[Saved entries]
··········
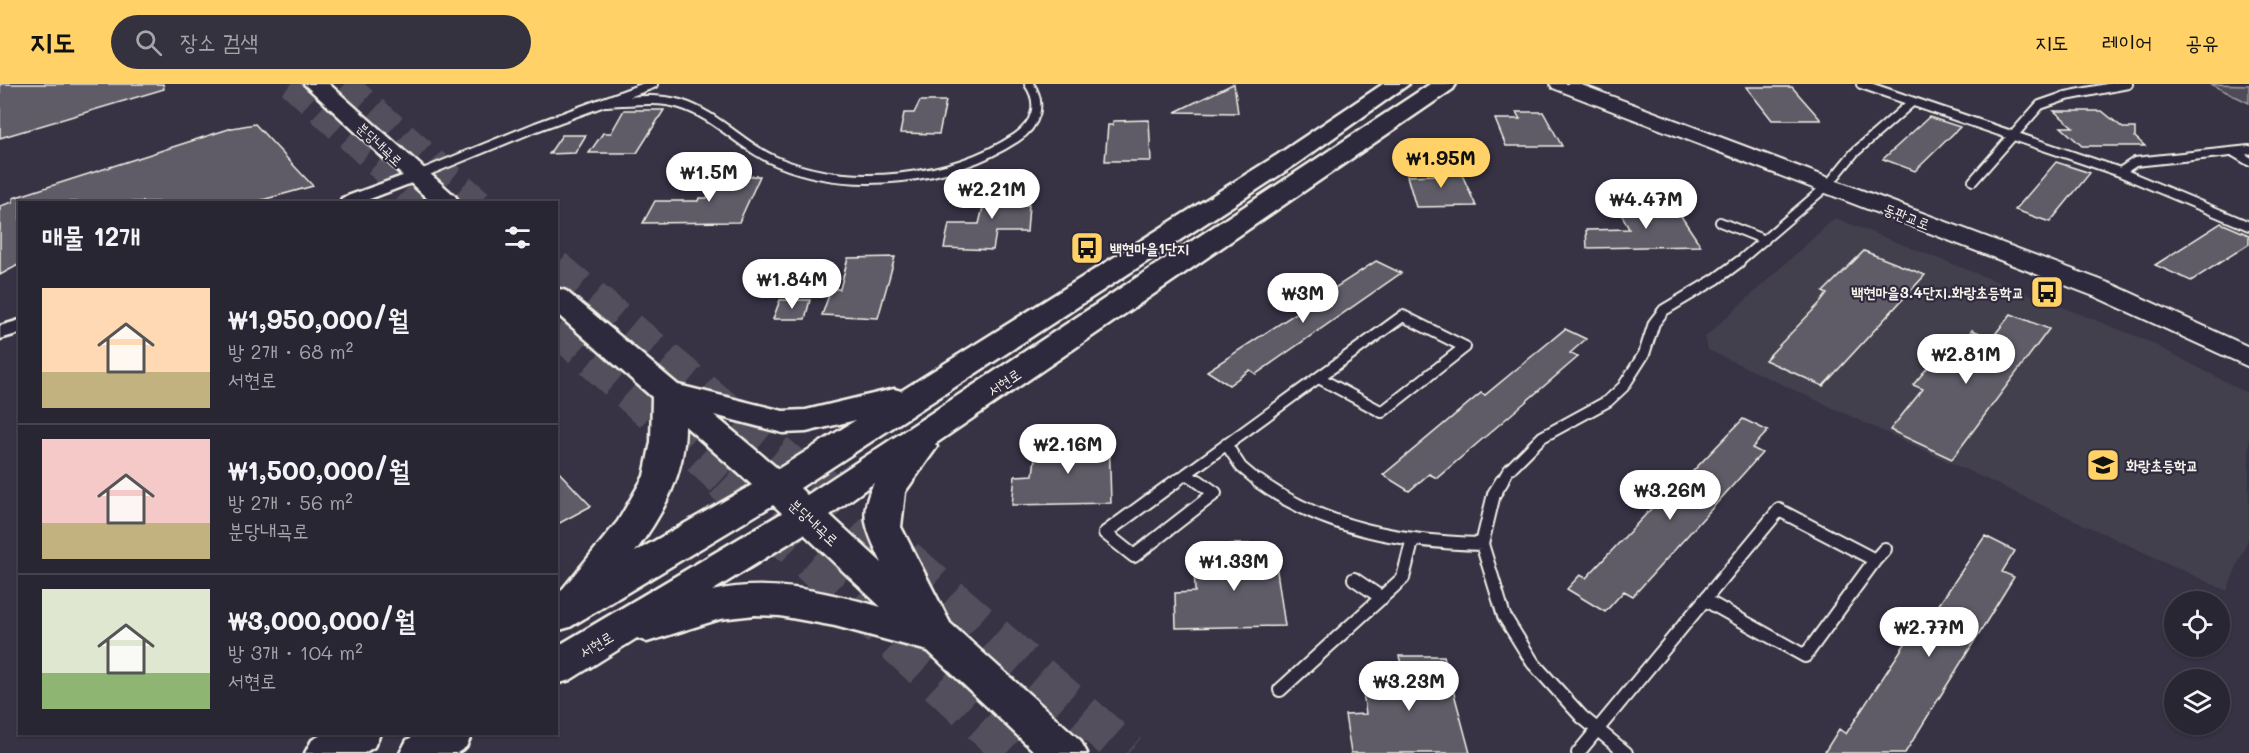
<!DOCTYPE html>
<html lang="ko">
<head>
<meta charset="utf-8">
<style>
	body { margin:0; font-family:Mali,"Poor Story",sans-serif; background:#35323f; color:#f1f3f6; height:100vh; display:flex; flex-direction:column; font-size:22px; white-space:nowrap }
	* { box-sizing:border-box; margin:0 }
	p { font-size:20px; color:#a5a5ac }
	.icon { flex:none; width:33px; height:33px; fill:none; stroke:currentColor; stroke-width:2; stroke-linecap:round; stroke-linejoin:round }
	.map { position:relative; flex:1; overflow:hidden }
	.details { position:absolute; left:18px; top:117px; width:540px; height:534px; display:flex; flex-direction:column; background:#292633; border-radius:0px; box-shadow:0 2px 4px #0004,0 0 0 2px #45434e }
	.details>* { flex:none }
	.fabs { position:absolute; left:2164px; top:507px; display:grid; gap:12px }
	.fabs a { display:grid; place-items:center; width:66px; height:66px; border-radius:50%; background:#292633; box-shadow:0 2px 4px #0004,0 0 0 2px #45434e; font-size:30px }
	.price { position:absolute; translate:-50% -51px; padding:0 14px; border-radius:21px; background:#fff; color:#222; font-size:20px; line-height:39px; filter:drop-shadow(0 2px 3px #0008) }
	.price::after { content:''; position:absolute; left:50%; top:36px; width:18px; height:14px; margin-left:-9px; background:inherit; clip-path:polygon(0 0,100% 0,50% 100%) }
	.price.active { background:#ffd166; color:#111 }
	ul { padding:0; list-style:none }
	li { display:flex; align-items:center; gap:18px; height:150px; padding:0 24px }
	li+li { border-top:2px solid #45434e }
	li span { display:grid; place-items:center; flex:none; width:168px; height:120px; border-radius:0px; color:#555 }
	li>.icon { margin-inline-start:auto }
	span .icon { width:72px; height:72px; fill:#fffc; stroke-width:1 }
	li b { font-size:26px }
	h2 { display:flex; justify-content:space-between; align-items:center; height:72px; padding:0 24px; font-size:26px }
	header { display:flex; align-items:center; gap:36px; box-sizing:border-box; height:84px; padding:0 30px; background:#ffd166; color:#111 }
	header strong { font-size:28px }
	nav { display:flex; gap:33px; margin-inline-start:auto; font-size:21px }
	.search { width:420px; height:54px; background:#35323f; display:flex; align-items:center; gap:15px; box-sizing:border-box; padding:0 21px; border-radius:33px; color:#a5a5ac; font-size:22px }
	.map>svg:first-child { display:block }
	.built { fill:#433f4e }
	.green { fill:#504b59; stroke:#a29ea0; stroke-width:1.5 }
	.building { fill:#5f5c67; stroke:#f4f1e8; stroke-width:1.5 }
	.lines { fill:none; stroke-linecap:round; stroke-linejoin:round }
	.highway-tunnel-far2 { stroke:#534f5d; stroke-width:26; stroke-dasharray:26 13; stroke-linecap:butt }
	.highway-tunnel-far1 { stroke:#534f5d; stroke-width:32; stroke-dasharray:32 16; stroke-linecap:butt }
	.highway-tunnel { stroke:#534f5d; stroke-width:39; stroke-dasharray:39 20; stroke-linecap:butt }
	.lane-far2-casing { stroke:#f4f1e8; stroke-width:12 }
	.lane-far1-casing { stroke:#f4f1e8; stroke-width:14 }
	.lane-casing { stroke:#f4f1e8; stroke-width:16 }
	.street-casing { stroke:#f4f1e8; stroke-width:5 }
	.secondary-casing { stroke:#f4f1e8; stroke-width:4 }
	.primary-casing { stroke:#f4f1e8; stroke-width:5 }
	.lane-far2 { stroke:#2f2a3d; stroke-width:8 }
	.lane-far1 { stroke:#2f2a3d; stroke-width:10 }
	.lane { stroke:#2f2a3d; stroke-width:12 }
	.street { fill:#2f2a3d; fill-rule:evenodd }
	.secondary { fill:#2f2a3d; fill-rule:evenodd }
	.primary { fill:#2f2a3d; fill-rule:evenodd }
	.labels { text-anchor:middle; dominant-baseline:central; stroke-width:4.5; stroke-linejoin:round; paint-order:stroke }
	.far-street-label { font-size:14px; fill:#f4f1e8; stroke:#2f2a3d }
	.street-label { font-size:15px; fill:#f4f1e8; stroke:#2f2a3d }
	.poi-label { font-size:15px; font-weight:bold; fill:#f4f1e8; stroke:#2f2a3d; text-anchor:start }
</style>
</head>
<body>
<header>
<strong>지도</strong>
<div class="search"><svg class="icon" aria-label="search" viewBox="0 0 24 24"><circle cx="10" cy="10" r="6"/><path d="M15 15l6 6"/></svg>장소 검색</div>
<nav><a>지도</a><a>레이어</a><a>공유</a></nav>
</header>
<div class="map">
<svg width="2249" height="669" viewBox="0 0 2249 669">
	<rect width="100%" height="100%" fill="#373244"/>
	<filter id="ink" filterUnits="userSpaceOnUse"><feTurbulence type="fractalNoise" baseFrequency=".0167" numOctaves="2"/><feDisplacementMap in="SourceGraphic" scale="12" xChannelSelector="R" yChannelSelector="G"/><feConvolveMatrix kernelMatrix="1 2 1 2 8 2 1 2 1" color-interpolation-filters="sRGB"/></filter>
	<g filter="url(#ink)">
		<path class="built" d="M1835,134L2146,256L2249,310V453L2227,507L1708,266L1705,253Z"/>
		<path class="green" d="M2210,0L2249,1V19Z"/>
		<path class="building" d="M0,0H163L164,5L0,54Z
			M1234,0L1238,29L1175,28L1233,0Z
			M1746,3H1792L1821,36H1772Z
			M920,17H946L939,50L900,49L904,29H914Z
			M624,26H664L637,69H589L603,49H611Z
			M2054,27H2102L2123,44H2135V53L2145,62H2082L2061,43H2073Z
			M1516,28H1543L1562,62H1506L1495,35H1520Z
			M1929,33L1960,43L1915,87L1883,75Z
			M1149,36L1151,77H1105L1108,41H1113V37Z
			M255,40L313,102L255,118H20V180L0,191V122L13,118V114L232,44Z
			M562,51H586L575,69L549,70Z
			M2056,78L2090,89L2050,138L2015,126Z
			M1431,84H1459L1476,122L1416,123L1407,92L1434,91Z
			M718,88H742L741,92H760L739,138L643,139L655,117H698L699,114H707Z
			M989,98L1021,101L1019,121H1029L1027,148H996L993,166L944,164L949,140H979Z
			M1643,120H1673L1701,162L1587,164L1586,146L1629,145L1621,129L1649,128Z
			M2221,139L2249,151V160L2191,197L2155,181Z
			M1864,167L1925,191L1823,302L1765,276L1820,219L1827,210L1823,208Z
			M895,173L878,234L822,231L831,205H840L848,174Z
			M1376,177L1401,189L1256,290L1250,286L1229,301L1207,287Z
			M780,216H810L805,235H773Z
			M2011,230L2049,245L1952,375L1890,346L1923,305L1913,301L1939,270L1941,271L1951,259L1959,263L1972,246L1992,254Z
			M1565,245L1586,255L1570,269L1578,273L1437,394L1429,390L1409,407L1383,391L1481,309L1485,311Z
			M1743,335L1768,347L1752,364L1762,369L1633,512L1624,507L1605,528L1567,505L1580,491L1586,494L1666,409L1670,411Z
			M1072,351H1109L1111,419L1012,421L1015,392L1033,391L1036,365L1072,364Z
			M556,385L591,422L556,441Z
			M1985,452L2015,467L2002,488L2014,493L1905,669H1824L1839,645L1846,650L1916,543L1922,546Z
			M1231,460H1273L1285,542L1176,544L1175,509L1195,508L1194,477L1233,476Z
			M1399,572H1444L1470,669H1351L1345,631L1366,630L1361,592L1404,591Z"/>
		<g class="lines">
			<path class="highway-tunnel-far2" d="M291,0L418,118
				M345,0L480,118"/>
			<path class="highway-tunnel-far1" d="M556,182L817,399
				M556,245L725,399"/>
			<path class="highway-tunnel" d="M723,397L1013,669
				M816,397L1128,669"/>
			<defs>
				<path id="lane-far2" d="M1861,0L2120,88L2249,142
					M607,18C631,17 657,13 680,20C717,31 743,64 778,78C851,108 950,97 1016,54C1036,41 1043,20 1029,0
					M2234,68L2249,77
					M2120,88L2135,78L2249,66
					M416,92L536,43L653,0
					M1973,97L2040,21L2066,12L2128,0
					M1720,138L1765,156
					M1737,179L1827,102L1854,69L1912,18"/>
				<path id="lane-far1" d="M1226,360L1241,383L1260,399
					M1186,390L1200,399
					M1186,390L1403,232L1465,263L1382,328L1319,294
					M1174,399L1186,390
					M1501,399L1508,387L1542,353L1608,317L1623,303L1644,270L1654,239L1664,226L1716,195L1739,178"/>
				<path id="lane" d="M1176,397L1105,449L1134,472L1215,409L1198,397
					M1258,397C1325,445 1401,458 1482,460
					M1502,397L1494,410L1482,460L1504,532L1533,579L1582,633L1626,669
					M1875,476L1885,465
					M1354,495L1382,514
					M1280,606L1403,494L1412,458
					M1578,669L1779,426L1875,476L1805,572L1705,516"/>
				<path id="street" d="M416,87L422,89L424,92L422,95L362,118H340L342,114Z
					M20,236V249L0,255V242Z"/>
				<path id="secondary" d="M1550,0H1579L2114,201L2249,263V283L2096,213L1553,4Z"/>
				<path id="primary" d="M304,0H329L455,112L459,118H431Z
					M1383,0H1409L1295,81L800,404L807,411L1430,0H1456L1453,5L935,360L937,363L905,408L901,443L950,539L1080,656L1087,669H1036L928,567L835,542L780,532L755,531L720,535L647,558L637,554L570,596L556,600V563L782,429L773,421L570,543L556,547V513L618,437L644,392L651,358L652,313L556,229V204L566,207L678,301L783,327L806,326L894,305L901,307L1277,71ZM714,331L783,349L806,348L856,336L778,385ZM685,342L752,401L635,468C663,430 685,391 685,342ZM874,399C857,432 868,448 882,479L830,431ZM804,450L881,523C826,508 769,494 712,507Z
					M323,650H380L374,663L364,669H305L312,656Z
					M417,650H472L466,663L457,669H400L407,656Z"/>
			</defs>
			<use href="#lane-far2" class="lane-far2-casing"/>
			<use href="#lane-far1" class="lane-far1-casing"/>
			<use href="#lane" class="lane-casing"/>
			<use href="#street" class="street-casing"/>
			<use href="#secondary" class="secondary-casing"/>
			<use href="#primary" class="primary-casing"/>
			<use href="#lane-far2" class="lane-far2"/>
			<use href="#lane-far1" class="lane-far1"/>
			<use href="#lane" class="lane"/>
			<use href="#street" class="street"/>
			<use href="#secondary" class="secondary"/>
			<use href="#primary" class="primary"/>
		</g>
	</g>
	<defs>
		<symbol id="bus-square" viewBox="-11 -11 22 22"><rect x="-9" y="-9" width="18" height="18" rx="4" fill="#ffd166" stroke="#2f2a3d"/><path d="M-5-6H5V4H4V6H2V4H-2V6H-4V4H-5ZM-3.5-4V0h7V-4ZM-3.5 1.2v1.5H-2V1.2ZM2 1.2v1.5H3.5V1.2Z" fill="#111"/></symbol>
		<symbol id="school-square" viewBox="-11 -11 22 22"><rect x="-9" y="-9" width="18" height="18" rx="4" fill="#ffd166" stroke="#2f2a3d"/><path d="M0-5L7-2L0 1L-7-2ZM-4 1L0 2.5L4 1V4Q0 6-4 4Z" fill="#111"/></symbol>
	</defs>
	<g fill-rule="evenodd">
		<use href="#bus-square" x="1068" y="145" width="38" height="38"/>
		<use href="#bus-square" x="2028" y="189" width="38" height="38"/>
		<use href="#school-square" x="2084" y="362" width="38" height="38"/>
	</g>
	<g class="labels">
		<g class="far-street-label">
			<text transform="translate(380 60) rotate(43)">분당내곡로</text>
		</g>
		<g class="street-label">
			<text transform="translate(1907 132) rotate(21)">동판교로</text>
			<text transform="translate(1004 298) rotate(-34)">서현로</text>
			<text transform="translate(814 438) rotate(43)">분당내곡로</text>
			<text transform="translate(596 560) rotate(-31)">서현로</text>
		</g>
		<g class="poi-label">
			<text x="1110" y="164">백현마을1단지</text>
			<text x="2024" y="208" text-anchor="end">백현마을3.4단지.화랑초등학교</text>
			<text x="2126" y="381">화랑초등학교</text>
		</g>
	</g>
</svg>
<div class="fabs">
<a><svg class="icon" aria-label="locate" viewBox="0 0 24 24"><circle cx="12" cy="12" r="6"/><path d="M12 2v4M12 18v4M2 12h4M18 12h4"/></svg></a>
<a><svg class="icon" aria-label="layers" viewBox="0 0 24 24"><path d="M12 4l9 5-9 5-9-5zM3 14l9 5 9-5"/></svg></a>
</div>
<b class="price active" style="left:1441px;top:105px">₩1.95M</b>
<b class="price" style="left:709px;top:119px">₩1.5M</b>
<b class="price" style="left:992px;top:136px">₩2.21M</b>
<b class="price" style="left:1646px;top:146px">₩4.47M</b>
<b class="price" style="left:792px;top:226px">₩1.84M</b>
<b class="price" style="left:1303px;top:240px">₩3M</b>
<b class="price" style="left:1966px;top:301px">₩2.81M</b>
<b class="price" style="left:1068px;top:391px">₩2.16M</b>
<b class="price" style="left:1670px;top:437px">₩3.26M</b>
<b class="price" style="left:1234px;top:508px">₩1.33M</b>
<b class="price" style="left:1929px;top:574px">₩2.77M</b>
<b class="price" style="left:1409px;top:628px">₩3.23M</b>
<section class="details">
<h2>매물 12개<svg class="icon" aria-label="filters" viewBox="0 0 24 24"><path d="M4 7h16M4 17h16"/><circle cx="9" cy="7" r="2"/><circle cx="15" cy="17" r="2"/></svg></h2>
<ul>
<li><span style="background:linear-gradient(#ffd9b3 70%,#c2b280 0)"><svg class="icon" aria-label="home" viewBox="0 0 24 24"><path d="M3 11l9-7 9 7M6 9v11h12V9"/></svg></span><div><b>₩1,950,000/월</b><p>방 2개 · 68 m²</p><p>서현로</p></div></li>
<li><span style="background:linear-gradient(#f6c9c9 70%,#c2b280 0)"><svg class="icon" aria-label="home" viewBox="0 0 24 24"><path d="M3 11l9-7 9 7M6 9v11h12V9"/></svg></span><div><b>₩1,500,000/월</b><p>방 2개 · 56 m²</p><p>분당내곡로</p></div></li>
<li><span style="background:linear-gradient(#dfe7d0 70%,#8fb573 0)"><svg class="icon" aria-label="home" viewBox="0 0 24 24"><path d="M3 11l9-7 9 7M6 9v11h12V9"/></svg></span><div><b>₩3,000,000/월</b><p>방 3개 · 104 m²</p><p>서현로</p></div></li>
</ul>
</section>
</div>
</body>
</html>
··········
▶ [Your objective] Both the line containing "position:absolute; left:2164px; top:507px;" and the line containing "width:72px; height:72px; fill:#fffc;" belong in the answer. Print them and every line above that falls between them exactly, and no others.

▶ [Result below]
	.fabs { position:absolute; left:2164px; top:507px; display:grid; gap:12px }
	.fabs a { display:grid; place-items:center; width:66px; height:66px; border-radius:50%; background:#292633; box-shadow:0 2px 4px #0004,0 0 0 2px #45434e; font-size:30px }
	.price { position:absolute; translate:-50% -51px; padding:0 14px; border-radius:21px; background:#fff; color:#222; font-size:20px; line-height:39px; filter:drop-shadow(0 2px 3px #0008) }
	.price::after { content:''; position:absolute; left:50%; top:36px; width:18px; height:14px; margin-left:-9px; background:inherit; clip-path:polygon(0 0,100% 0,50% 100%) }
	.price.active { background:#ffd166; color:#111 }
	ul { padding:0; list-style:none }
	li { display:flex; align-items:center; gap:18px; height:150px; padding:0 24px }
	li+li { border-top:2px solid #45434e }
	li span { display:grid; place-items:center; flex:none; width:168px; height:120px; border-radius:0px; color:#555 }
	li>.icon { margin-inline-start:auto }
	span .icon { width:72px; height:72px; fill:#fffc; stroke-width:1 }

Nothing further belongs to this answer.